> **Task requirements**: Could you copy every line in the listing below that has the word "service"?

> **Extracted records**:
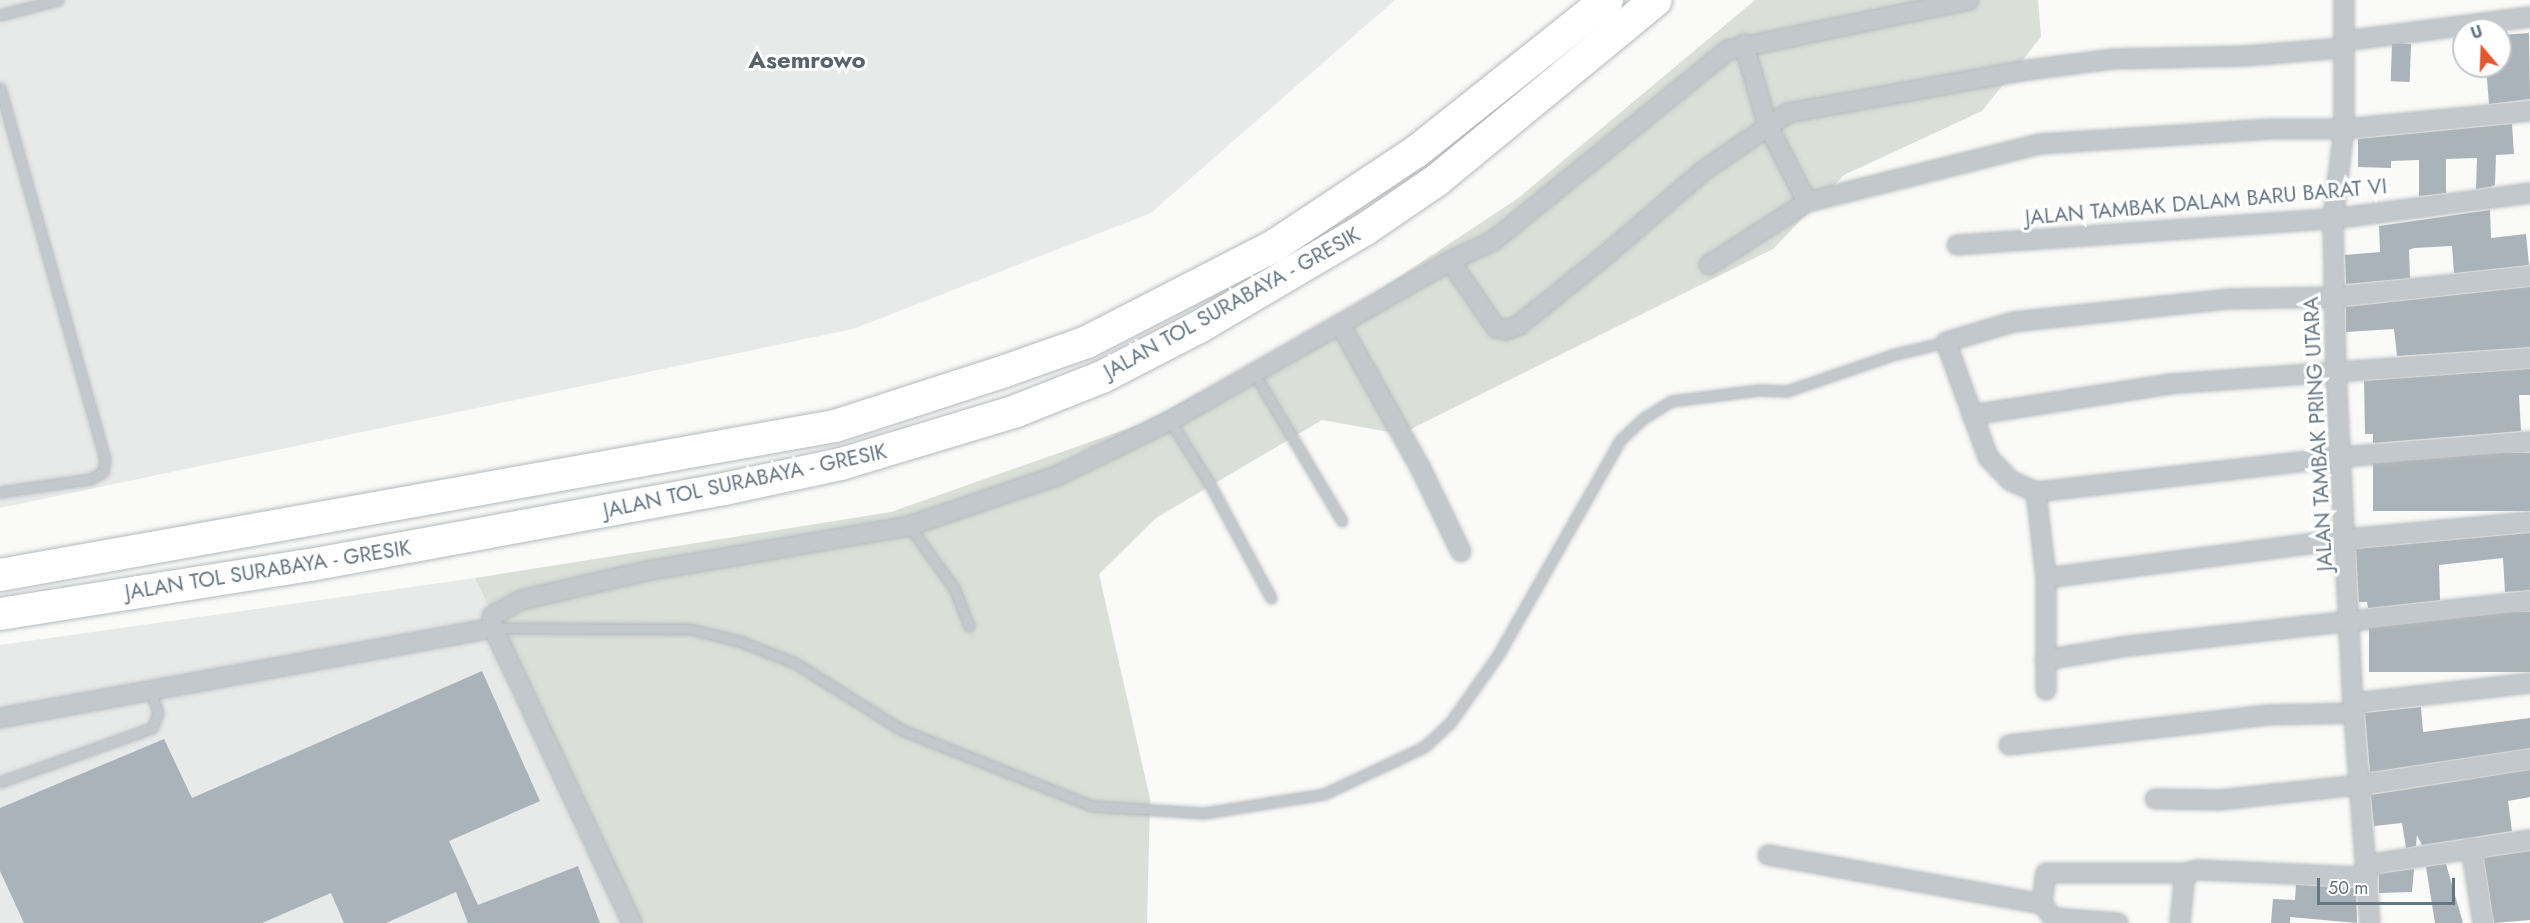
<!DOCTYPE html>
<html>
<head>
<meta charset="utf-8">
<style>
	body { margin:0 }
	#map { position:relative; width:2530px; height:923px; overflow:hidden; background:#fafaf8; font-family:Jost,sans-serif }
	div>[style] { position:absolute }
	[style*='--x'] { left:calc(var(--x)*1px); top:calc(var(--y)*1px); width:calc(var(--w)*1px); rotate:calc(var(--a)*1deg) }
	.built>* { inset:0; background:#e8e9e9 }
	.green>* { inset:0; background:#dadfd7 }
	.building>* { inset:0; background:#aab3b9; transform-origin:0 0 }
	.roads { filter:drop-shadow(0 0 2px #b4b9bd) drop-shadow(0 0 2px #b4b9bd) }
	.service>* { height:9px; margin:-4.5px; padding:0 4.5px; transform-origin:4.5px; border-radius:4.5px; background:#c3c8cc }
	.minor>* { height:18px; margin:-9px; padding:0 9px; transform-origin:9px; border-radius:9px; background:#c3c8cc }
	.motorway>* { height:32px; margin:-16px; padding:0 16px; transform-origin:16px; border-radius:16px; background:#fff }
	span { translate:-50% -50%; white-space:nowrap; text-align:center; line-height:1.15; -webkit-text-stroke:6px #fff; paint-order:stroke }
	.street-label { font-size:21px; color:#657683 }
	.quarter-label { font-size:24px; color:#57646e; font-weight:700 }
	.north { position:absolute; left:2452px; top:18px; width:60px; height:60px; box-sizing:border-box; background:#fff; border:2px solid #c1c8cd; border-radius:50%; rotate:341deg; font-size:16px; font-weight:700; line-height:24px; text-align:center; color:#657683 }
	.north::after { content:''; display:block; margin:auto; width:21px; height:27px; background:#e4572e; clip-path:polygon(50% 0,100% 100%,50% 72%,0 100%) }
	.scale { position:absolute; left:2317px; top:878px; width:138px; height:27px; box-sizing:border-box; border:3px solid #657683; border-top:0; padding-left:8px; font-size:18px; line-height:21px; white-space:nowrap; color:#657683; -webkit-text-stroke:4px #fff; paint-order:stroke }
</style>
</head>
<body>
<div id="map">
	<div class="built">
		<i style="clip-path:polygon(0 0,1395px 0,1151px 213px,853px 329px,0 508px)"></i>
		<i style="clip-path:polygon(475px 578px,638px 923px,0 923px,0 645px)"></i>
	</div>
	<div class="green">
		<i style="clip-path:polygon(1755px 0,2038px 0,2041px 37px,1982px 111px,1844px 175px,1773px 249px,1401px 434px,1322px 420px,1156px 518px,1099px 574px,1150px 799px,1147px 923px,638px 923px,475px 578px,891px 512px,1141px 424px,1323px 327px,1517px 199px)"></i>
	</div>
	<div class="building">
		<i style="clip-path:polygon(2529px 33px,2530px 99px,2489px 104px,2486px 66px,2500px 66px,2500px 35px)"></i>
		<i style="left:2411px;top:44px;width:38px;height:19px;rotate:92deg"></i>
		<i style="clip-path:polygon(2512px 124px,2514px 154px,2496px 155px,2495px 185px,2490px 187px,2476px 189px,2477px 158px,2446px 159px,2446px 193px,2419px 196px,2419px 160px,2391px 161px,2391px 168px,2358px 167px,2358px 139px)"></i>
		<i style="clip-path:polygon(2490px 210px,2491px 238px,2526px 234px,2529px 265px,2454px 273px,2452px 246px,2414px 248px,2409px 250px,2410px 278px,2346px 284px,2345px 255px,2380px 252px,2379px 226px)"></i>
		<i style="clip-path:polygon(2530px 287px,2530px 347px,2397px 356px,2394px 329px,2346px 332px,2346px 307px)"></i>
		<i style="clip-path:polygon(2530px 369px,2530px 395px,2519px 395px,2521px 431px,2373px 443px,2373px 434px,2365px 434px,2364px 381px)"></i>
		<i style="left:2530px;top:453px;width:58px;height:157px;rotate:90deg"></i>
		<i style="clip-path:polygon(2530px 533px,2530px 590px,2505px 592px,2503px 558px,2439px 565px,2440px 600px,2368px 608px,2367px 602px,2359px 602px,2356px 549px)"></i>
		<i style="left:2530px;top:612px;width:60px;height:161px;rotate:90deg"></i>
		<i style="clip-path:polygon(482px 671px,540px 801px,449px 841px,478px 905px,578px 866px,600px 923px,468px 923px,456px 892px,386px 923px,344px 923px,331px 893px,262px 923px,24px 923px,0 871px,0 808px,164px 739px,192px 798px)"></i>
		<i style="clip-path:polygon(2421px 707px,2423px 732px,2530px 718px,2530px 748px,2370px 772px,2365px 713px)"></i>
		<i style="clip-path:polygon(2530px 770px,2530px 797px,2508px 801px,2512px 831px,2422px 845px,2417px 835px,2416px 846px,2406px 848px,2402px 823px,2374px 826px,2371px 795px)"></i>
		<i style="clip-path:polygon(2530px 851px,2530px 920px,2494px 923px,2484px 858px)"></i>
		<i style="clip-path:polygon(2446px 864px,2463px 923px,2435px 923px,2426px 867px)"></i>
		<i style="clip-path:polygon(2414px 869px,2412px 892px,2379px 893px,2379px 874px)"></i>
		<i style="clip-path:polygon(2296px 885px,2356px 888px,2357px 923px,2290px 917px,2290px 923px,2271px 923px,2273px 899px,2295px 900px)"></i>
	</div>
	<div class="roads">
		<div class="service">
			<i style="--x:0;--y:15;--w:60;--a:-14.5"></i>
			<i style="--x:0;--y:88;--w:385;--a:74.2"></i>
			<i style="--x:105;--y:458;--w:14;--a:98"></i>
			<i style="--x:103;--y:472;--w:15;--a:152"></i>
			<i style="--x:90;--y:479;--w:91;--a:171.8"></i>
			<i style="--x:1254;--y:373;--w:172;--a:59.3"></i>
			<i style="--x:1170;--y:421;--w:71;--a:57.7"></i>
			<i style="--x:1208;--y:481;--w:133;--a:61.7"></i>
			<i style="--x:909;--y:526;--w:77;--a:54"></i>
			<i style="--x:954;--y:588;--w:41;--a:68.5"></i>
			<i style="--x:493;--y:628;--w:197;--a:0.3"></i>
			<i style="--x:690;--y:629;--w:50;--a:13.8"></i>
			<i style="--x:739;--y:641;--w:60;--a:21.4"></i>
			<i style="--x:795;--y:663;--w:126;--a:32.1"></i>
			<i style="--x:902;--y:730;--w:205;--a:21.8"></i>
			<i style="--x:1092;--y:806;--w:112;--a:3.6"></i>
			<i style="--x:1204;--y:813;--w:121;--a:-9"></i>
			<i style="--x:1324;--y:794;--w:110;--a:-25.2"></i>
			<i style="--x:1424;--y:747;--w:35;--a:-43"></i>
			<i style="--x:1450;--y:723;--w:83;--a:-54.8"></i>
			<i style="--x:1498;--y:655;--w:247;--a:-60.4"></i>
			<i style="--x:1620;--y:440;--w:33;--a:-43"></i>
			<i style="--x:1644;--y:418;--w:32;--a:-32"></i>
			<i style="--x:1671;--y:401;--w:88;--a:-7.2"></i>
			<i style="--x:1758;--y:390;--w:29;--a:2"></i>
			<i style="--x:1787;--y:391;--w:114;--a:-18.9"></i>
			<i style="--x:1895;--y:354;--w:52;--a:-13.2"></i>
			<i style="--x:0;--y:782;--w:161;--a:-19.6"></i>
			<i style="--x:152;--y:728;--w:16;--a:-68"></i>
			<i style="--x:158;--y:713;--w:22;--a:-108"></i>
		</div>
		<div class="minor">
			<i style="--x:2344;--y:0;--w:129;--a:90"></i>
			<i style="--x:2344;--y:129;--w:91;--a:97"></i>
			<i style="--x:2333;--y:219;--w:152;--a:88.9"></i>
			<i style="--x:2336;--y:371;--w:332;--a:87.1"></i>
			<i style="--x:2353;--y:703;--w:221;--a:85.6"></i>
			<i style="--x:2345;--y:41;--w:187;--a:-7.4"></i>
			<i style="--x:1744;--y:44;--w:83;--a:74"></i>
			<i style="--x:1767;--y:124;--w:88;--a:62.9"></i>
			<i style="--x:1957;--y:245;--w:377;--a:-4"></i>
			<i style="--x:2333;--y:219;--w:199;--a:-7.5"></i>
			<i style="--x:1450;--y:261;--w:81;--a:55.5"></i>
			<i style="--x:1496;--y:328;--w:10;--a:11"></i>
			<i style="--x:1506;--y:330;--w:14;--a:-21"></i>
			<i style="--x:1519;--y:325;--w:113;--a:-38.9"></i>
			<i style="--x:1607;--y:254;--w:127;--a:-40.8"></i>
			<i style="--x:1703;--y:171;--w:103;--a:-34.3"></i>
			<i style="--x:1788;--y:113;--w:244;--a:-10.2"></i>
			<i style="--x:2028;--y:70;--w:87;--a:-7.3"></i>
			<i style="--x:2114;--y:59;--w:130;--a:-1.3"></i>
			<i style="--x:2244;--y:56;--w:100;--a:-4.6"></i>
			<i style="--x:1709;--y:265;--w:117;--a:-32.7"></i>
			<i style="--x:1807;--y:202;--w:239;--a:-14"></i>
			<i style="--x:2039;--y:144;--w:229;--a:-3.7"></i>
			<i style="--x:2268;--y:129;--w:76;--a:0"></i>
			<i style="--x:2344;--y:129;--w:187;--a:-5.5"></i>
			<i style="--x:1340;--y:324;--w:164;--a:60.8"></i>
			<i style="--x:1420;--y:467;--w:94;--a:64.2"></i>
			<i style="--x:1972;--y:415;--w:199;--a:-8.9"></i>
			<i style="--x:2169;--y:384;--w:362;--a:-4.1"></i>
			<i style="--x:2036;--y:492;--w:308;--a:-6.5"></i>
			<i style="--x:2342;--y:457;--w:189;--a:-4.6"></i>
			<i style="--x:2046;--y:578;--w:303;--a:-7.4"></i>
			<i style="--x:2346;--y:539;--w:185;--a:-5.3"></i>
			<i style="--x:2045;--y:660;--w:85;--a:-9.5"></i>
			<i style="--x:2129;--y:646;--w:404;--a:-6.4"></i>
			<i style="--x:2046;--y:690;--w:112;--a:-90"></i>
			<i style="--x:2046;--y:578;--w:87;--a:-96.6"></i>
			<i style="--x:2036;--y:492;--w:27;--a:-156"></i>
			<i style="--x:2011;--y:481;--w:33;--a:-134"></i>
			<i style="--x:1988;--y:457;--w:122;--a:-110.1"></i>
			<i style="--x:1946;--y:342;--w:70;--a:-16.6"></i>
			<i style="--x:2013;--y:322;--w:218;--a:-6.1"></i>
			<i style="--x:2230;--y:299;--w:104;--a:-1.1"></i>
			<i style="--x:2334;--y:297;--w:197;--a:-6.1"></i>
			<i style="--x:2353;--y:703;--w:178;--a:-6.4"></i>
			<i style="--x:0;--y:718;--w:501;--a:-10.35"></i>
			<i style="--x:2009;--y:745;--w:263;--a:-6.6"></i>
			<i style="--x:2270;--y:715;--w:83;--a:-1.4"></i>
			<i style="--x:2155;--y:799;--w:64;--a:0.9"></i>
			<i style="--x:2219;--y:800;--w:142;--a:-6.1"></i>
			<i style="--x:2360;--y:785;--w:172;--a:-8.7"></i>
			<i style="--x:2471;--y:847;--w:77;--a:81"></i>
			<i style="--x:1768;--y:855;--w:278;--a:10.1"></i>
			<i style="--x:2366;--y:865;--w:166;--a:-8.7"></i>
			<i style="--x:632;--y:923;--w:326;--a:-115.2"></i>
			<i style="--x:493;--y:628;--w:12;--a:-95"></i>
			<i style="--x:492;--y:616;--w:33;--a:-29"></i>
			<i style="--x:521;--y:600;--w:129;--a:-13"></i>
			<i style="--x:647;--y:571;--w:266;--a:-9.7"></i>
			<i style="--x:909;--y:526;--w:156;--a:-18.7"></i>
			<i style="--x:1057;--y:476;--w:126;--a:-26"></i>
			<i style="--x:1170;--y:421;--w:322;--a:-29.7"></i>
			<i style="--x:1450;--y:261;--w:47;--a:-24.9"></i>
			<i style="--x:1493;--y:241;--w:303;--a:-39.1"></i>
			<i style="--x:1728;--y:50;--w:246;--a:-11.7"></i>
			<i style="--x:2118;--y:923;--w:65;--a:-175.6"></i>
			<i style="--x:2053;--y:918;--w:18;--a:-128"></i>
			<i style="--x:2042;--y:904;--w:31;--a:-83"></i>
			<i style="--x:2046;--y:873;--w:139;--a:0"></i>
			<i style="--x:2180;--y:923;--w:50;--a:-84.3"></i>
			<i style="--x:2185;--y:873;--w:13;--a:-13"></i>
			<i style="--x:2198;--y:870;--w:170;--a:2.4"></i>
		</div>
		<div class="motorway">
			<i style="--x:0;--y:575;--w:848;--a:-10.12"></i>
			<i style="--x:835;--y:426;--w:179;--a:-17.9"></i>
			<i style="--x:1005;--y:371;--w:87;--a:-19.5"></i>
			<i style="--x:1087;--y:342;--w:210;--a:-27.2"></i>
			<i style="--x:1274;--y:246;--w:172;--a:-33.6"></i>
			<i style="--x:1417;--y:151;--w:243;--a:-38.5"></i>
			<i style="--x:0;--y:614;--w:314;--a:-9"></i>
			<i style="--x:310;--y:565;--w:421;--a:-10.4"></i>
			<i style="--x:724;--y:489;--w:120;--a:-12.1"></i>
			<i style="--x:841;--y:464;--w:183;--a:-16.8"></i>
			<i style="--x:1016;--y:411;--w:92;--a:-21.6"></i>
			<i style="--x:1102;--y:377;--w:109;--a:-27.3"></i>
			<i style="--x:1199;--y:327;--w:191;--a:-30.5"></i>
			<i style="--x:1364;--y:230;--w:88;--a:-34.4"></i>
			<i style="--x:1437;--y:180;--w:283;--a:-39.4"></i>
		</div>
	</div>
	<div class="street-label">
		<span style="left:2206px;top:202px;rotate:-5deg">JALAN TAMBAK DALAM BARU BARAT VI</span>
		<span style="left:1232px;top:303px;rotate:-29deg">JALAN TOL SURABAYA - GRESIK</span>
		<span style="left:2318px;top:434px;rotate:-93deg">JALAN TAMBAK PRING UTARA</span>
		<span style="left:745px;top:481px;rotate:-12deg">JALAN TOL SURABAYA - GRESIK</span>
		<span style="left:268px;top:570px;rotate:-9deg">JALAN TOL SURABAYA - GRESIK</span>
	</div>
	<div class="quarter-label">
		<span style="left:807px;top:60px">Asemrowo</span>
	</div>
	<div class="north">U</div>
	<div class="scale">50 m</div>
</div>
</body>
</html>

> **Response below**:
	.service>* { height:9px; margin:-4.5px; padding:0 4.5px; transform-origin:4.5px; border-radius:4.5px; background:#c3c8cc }
		<div class="service">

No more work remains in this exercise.